(Material for the task)

◆ ◆ ◆ ◆ ◆

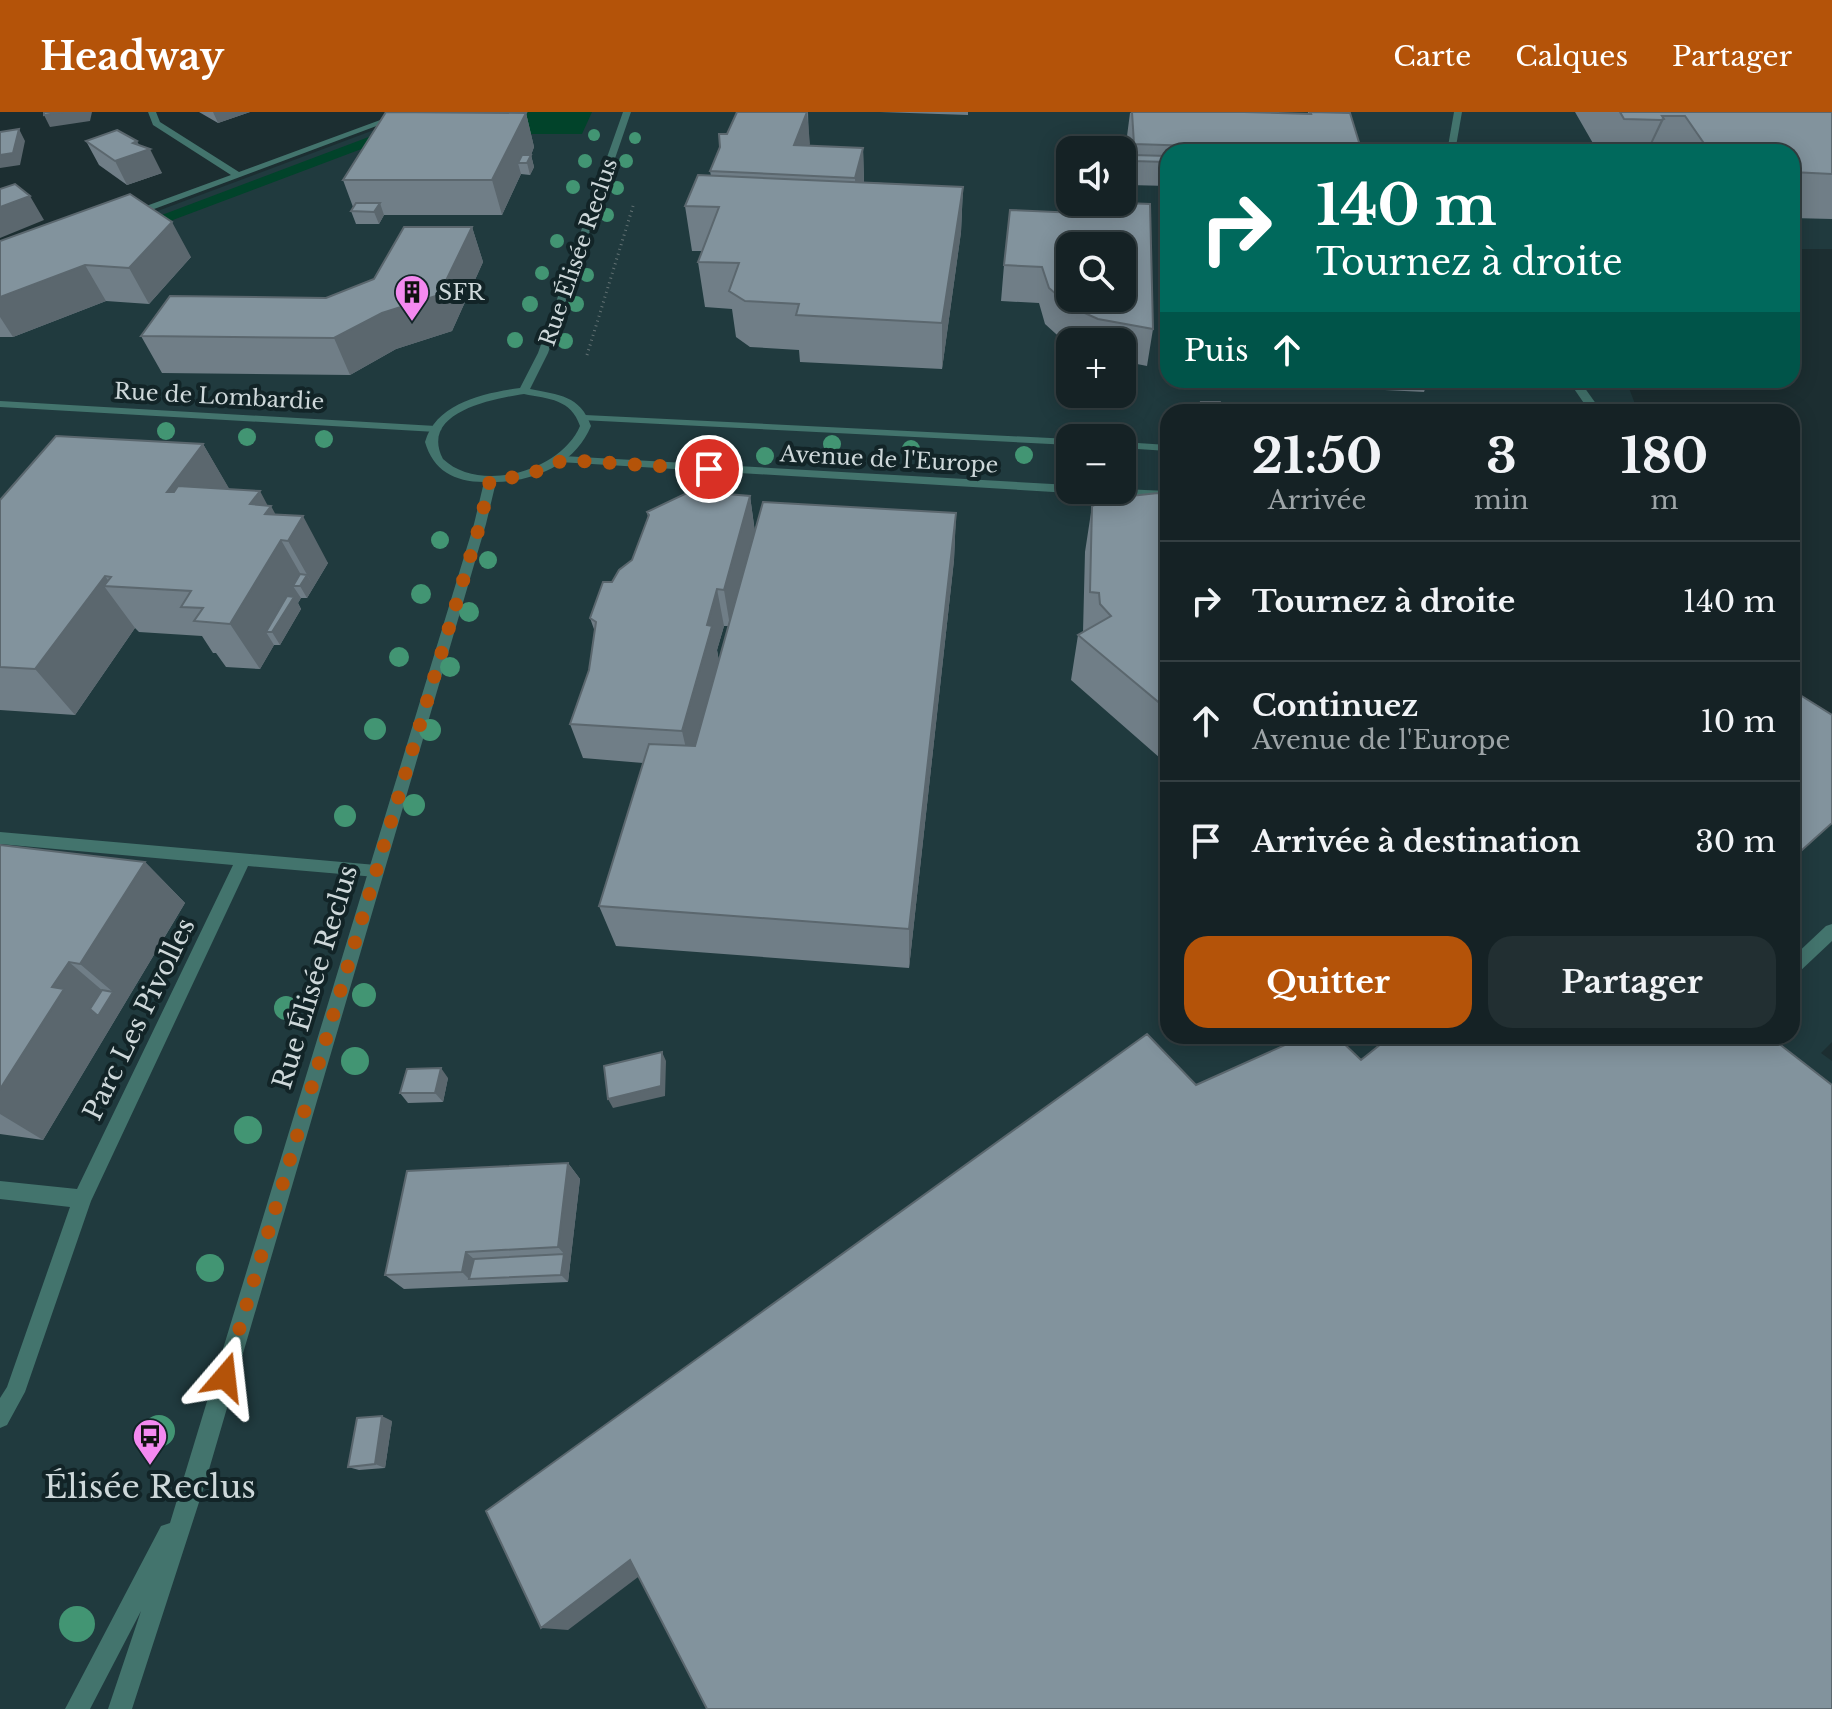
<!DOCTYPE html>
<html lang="fr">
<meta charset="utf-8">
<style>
body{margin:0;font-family:"Libre Baskerville",serif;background:#222f32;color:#f1f3f6;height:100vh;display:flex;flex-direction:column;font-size:30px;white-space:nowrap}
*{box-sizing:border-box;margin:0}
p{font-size:26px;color:#9da4a7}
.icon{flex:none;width:44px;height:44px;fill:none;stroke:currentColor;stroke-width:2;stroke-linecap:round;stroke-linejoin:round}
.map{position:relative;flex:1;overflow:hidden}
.details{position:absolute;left:1160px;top:292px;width:640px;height:640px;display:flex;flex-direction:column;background:#152225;border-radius:24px;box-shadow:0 4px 20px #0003,0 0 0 2px #343f42}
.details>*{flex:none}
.banner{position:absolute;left:1160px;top:32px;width:640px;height:244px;border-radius:24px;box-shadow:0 4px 20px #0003,0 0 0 2px #343f42;background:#00695c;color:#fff;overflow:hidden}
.fabs{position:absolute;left:1056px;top:24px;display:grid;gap:16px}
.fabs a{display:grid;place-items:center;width:80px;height:80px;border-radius:16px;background:#152225;box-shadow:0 4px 20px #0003,0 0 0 2px #343f42;font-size:40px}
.pin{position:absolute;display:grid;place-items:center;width:68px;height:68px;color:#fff;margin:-34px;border:4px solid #fff;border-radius:50%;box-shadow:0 2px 8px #0007}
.me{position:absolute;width:88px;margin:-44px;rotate:17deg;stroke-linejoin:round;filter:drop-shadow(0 0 6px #0008)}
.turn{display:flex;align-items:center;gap:28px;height:168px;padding:0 24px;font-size:36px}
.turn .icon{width:104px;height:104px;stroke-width:2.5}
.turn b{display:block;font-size:56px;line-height:68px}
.then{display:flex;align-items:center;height:76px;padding:0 24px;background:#0003;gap:16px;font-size:30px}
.eta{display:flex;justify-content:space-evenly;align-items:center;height:136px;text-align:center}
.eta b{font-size:48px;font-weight:700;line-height:56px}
.cta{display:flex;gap:16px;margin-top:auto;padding:16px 24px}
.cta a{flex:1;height:92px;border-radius:24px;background:#b45309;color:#fff;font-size:32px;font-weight:700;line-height:92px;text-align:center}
.cta a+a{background:#222f32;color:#f1f3f6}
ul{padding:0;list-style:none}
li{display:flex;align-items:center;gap:24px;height:120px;padding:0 24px;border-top:2px solid #343f42}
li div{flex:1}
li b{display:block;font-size:30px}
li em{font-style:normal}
header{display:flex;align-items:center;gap:48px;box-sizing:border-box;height:112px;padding:0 40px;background:#b45309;color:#fff}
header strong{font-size:38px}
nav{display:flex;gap:44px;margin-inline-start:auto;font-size:28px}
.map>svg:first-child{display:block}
</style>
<header>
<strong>Headway</strong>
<nav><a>Carte</a><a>Calques</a><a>Partager</a></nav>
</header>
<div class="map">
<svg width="1832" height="1597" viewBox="0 0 1832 1597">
<rect width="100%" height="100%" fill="#1c2e31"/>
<path fill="#203a3e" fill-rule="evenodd" d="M422 0H1832V137H1792V40H1168V268H1626L1638 300H1168V924H1792V587L1832 612V930L1821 941 1832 949V1597H0V158ZM1070 38H1122V90H1070ZM1070 134H1122V186H1070ZM1070 230H1122V282H1070ZM1070 326H1122V378H1070Z"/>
<path fill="#01432a" d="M435 0H592L582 22H418L380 30 0 173V164Z"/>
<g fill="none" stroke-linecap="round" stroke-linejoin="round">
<path stroke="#627173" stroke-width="3" stroke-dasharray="1 4" stroke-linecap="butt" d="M587 243 634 91"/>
<path fill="#43746d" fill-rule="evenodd" d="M0 720 376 753 382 755 384 759 382 763 376 765 248 754 91 1089 25 1280 7 1313 0 1316V1286L7 1275 70 1095 0 1087V1069L77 1077 233 753 0 732Z
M1832 812V829L1798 861 1792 863V846L1826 814Z"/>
<path fill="#43746d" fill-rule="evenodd" d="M148 0H156L160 10 239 60 402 0H414L130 106 125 103 127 101 231 63 153 13Z
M1454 0H1462L1455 40H1447Z
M1568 268H1579L1602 300H1590Z
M0 289 436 314 442 317 436 320 0 295Z
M585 303 1070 327V333L581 308 579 306Z
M1122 330 1168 333V339L1122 336Z
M563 344 1070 373V378L1122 377 1168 379V387L1081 382 1075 378 1070 381 559 350V346Z"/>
<path fill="#43746d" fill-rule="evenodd" d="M623 0H631L548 241 530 277C559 283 580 283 591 314 575 352 536 369 496 370L486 412 203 1378 132 1597H108L141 1499 90 1597H65L161 1414 170 1411 474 412 484 370C454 370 433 358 425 330 436 291 484 281 520 276L538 241ZM524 282C549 287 571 287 580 314 561 359 480 382 443 347 419 301 491 287 524 282Z"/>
</g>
<g fill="#429573">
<circle cx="594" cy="23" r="6"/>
<circle cx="635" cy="26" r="6"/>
<circle cx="585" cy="49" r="7"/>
<circle cx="626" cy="49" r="7"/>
<circle cx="573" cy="75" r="7"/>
<circle cx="617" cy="76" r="7"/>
<circle cx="607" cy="103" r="7"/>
<circle cx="557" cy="129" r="7"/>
<circle cx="542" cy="161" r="7"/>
<circle cx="587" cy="163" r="7"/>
<circle cx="530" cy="192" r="8"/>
<circle cx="576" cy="192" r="8"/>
<circle cx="515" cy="228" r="8"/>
<circle cx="565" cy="229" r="8"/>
<circle cx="166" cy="319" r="9"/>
<circle cx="247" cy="325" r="9"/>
<circle cx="324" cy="327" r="9"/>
<circle cx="832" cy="332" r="9"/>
<circle cx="911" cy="337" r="9"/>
<circle cx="698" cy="340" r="9"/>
<circle cx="1024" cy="343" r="9"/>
<circle cx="765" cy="344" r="9"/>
<circle cx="440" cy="428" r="9"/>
<circle cx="488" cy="448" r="9"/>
<circle cx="421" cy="482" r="10"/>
<circle cx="469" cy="500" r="10"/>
<circle cx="399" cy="545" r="10"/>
<circle cx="450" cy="555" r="10"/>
<circle cx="375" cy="617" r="11"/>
<circle cx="430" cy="618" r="11"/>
<circle cx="414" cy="693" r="11"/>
<circle cx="345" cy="704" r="11"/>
<circle cx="364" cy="883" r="12"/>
<circle cx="286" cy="896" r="12"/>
<circle cx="355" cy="949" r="14"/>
<circle cx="248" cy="1018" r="14"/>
<circle cx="210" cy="1156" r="14"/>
<circle cx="159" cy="1319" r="16"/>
<circle cx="77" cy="1512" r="18"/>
</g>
<path fill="#707e87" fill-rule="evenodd" d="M199 0H250L218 11Z
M737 0H808L809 34 863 36 864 70 963 75 961 120 942 257 800 250 799 238 750 235 736 225 732 197 705 195 698 150 702 139H692L685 94 711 64 710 59Z
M880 0H968V3Z
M1132 0H1245L1308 2V0H1342L1362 40H1168V74L1129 73 1127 24 1130 1Z
M1575 0H1832V107L1792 106V40H1598Z
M526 1 534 35 531 43 534 55 530 63 521 62 502 103H384L379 112H356L351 99 353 95 343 68Z
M86 29 139 33 162 61 127 73 99 53Z
M1099 90 1153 217 1147 254 1122 249V230H1070V233L1066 231 1045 212 1039 191 1001 189 1004 153 1098 102Z
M472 115 483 150 452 219 396 237 350 263 162 261 141 224 326 186 374 167Z
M0 129 191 145 149 192 106 189 13 225H0Z
M1325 268H1428L1424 280 1326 275Z
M203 332 229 377 276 403 328 451 307 486H301L298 491 301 497 280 533H274L260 557 226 555 216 541H213L202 524 139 520 135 516 75 603 0 598V388Z
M1168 382V653L1071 568 1078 523 1083 520 1085 440 1092 394Z
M750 384 755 420 956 401 954 448 909 856 616 834 599 794 643 651 583 646 570 612 589 558 595 520 590 506 612 470 632 448 648 405 647 400ZM724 514H729L719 549 717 538Z
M0 733 145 750 185 791 43 1028 0 1022Z
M448 966 443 990 408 991 400 981Z
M568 1051 580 1067 568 1170 404 1177 385 1163Z
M392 1309 385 1356 359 1358 348 1355Z"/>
<path fill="#5b676e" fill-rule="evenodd" d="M63 0H92L90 9 50 15 44 3Z
M213 0H250L218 11Z
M807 0 810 32 799 64 794 33Z
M526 1 534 35 531 43 534 55 530 63 527 51H518L521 62 502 103 492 68Z
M1664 7 1648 40H1646L1661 8Z
M19 17 25 29 20 53 0 56V43Z
M137 29 143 40 150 37 162 61 127 73 115 49 133 31Z
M863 36 864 71 856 101 855 66Z
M963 75 961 120 942 257V211Z
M30 84 44 108 0 126V95Z
M380 91 384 103 379 112 374 100Z
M172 110 191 145 149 192 129 156Z
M472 115 483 150 452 219 396 237 350 263 334 226Z
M85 153 106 189 13 225 0 205V185Z
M203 332 230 378 167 380Z
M260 379 269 396 271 394 289 427 303 404 328 451 307 486 300 474H293L301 486 298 491 301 497 280 533 272 520H266L274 533 260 557 230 512 250 392ZM281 428 288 429 314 475 307 463 304 468Z
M750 384 755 421 730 514 724 478Z
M956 401 954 448 909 856V817Z
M105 464 113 475 104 474 135 516 75 603 35 557Z
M717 477 724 514 717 538 719 550 690 654 682 619 707 513Z
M145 750 185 791 43 1028 0 1002V977L52 875 69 850 110 885 113 880 80 852Z
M662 940 666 949 665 984 613 996 608 987Z
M441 956 448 966 443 990 435 981Z
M568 1051 580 1067 568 1170 561 1163 564 1142 558 1135Z
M466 1140 482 1154 469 1167 462 1160Z
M382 1304 392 1309 385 1356 375 1352Z
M630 1448 650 1456 568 1518 541 1516Z"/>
<path fill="#82939d" stroke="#5b676e" stroke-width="2" fill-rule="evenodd" d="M44 0H63L44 3Z
M386 0 526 1 492 68H343Z
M737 0H807L794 33 863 36 855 66 710 59 720 35 719 22H727Z
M1132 0H1244L1311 2 1310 0 1350 1 1362 40H1321V38L1134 32Z
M1620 0H1832V62L1792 60V40H1710L1685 4H1662L1664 7 1661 8 1624 7Z
M19 17 13 41 0 43V20Z
M117 18 137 29 133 31 150 37 115 49 86 29Z
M522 43H531L527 51H518Z
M1132 43 1168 44V50L1132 49Z
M698 63 963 75 942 211 796 203 799 192 745 189 729 179 739 151 698 150 719 95 685 94Z
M15 72 30 84 0 95V77Z
M130 82 172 110 129 156 85 153 0 185V129Z
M1099 90 1150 92 1153 217 1098 207 1071 195 1049 176 1042 155 1004 153 1010 98 1099 102ZM1070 134H1122V186H1070Z
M356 91H380L374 100 351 99Z
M404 115H472L439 183 382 201 334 226 141 224 170 184 326 186 374 167Z
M1201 290H1220L1222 300H1203Z
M56 324 203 332 167 380H174L178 374 260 379 250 392 271 394 265 402 303 404 288 429 281 428 230 512 194 509 203 496 181 495 191 479 104 474 111 465 105 464 35 557 0 555V388Z
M691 379 750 384 724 478 717 477 707 513 712 514 682 619 570 612 589 558 596 510 590 506 603 470H612L619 458 632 448 649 403 647 400Z
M1158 381 1168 382V440H1161L1162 460 1168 465V598L1078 523 1111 504 1100 492 1099 481 1090 480 1092 394 1112 386Z
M763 390 956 401 909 817 599 794 649 632 695 634Z
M300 462 307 463 300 474H293Z
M287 484 294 485 272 520H266Z
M1792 578 1832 603V711L1792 747Z
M0 733 145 750 80 852 69 850 52 875 64 877 0 977Z
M102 878 113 880 98 904 90 897Z
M1147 922 1196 973 1305 924H1336L1361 948 1391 924H1769L1832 973V1597H707L630 1448 541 1516 486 1399Z
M662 940 661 974 608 987 604 954Z
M441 956 435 981H400L407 957Z
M568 1051 558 1135 466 1140 462 1160 385 1163 407 1059Z
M564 1142 561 1163 469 1167 474 1147Z
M382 1304 375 1352 348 1355 357 1306Z"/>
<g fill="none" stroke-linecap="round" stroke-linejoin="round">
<path stroke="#b45309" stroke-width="14" stroke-dasharray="0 25.2" d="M225 1265 480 412 490 368C517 366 538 361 563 348L709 357"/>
</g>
<defs>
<g id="building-pin" transform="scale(1.8)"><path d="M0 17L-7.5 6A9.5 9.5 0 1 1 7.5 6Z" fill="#f489f0" stroke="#122427"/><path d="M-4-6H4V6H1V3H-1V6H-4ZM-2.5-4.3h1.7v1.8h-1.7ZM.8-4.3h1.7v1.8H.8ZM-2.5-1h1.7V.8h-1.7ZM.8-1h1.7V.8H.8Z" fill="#111"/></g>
<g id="bus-pin" transform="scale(1.8)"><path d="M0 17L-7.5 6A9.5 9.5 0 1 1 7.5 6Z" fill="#f489f0" stroke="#122427"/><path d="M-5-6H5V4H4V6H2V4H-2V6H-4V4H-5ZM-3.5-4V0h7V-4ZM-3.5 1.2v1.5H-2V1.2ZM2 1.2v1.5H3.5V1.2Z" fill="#111"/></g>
</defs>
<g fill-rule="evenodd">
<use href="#building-pin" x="412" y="180"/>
<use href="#bus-pin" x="150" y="1324"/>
</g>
<g text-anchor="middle" stroke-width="8" stroke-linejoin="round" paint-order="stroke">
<g font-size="22" fill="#ced8da" stroke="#122427">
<text transform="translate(578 140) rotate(-71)" y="8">Rue Élisée Reclus</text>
<text transform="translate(219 284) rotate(3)" y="8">Rue de Lombardie</text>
<text transform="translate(889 347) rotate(3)" y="8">Avenue de l'Europe</text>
</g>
<g font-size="22" fill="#ced8da" stroke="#122427" text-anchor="start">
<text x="438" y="188">SFR</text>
</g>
<g font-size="26" fill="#ced8da" stroke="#122427">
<text transform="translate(315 865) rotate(-73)" y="9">Rue Élisée Reclus</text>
<text transform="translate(139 907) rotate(-64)" y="9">Parc Les Pivolles</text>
</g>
<g font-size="32" fill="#ced8da" stroke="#122427">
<text x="150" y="1386">Élisée Reclus</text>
</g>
</g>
</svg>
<div class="fabs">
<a><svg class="icon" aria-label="sound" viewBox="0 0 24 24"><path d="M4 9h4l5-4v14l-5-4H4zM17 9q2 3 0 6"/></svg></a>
<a><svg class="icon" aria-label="search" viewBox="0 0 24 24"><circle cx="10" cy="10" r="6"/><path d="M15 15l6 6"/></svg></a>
<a>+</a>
<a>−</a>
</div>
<div class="pin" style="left:709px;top:357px;background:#d93025"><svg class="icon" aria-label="arrive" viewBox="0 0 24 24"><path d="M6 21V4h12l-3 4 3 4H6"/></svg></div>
<svg class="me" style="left:225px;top:1265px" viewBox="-20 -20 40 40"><path d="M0-17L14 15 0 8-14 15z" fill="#b45309" stroke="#fff" stroke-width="4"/></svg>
<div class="banner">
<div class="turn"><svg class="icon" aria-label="right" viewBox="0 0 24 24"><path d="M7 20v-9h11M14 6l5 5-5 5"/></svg><div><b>140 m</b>Tournez à droite</div></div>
<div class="then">Puis<svg class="icon" aria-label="ahead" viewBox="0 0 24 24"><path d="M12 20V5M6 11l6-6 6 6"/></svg></div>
</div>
<section class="details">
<div class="eta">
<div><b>21:50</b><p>Arrivée</p></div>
<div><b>3</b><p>min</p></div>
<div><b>180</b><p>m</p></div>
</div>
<ul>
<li><svg class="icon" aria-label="right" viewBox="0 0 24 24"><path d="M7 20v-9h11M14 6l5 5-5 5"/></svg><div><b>Tournez à droite</b></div><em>140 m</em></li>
<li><svg class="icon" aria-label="ahead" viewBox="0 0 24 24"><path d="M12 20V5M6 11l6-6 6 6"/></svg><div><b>Continuez</b><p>Avenue de l'Europe</p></div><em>10 m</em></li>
<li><svg class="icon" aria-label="arrive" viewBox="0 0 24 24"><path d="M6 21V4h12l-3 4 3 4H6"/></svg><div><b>Arrivée à destination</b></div><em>30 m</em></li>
</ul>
<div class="cta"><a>Quitter</a><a>Partager</a></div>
</section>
</div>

◆ ◆ ◆ ◆ ◆

From the records above, show each line that contains the word "fabs".

.fabs{position:absolute;left:1056px;top:24px;display:grid;gap:16px}
.fabs a{display:grid;place-items:center;width:80px;height:80px;border-radius:16px;background:#152225;box-shadow:0 4px 20px #0003,0 0 0 2px #343f42;font-size:40px}
<div class="fabs">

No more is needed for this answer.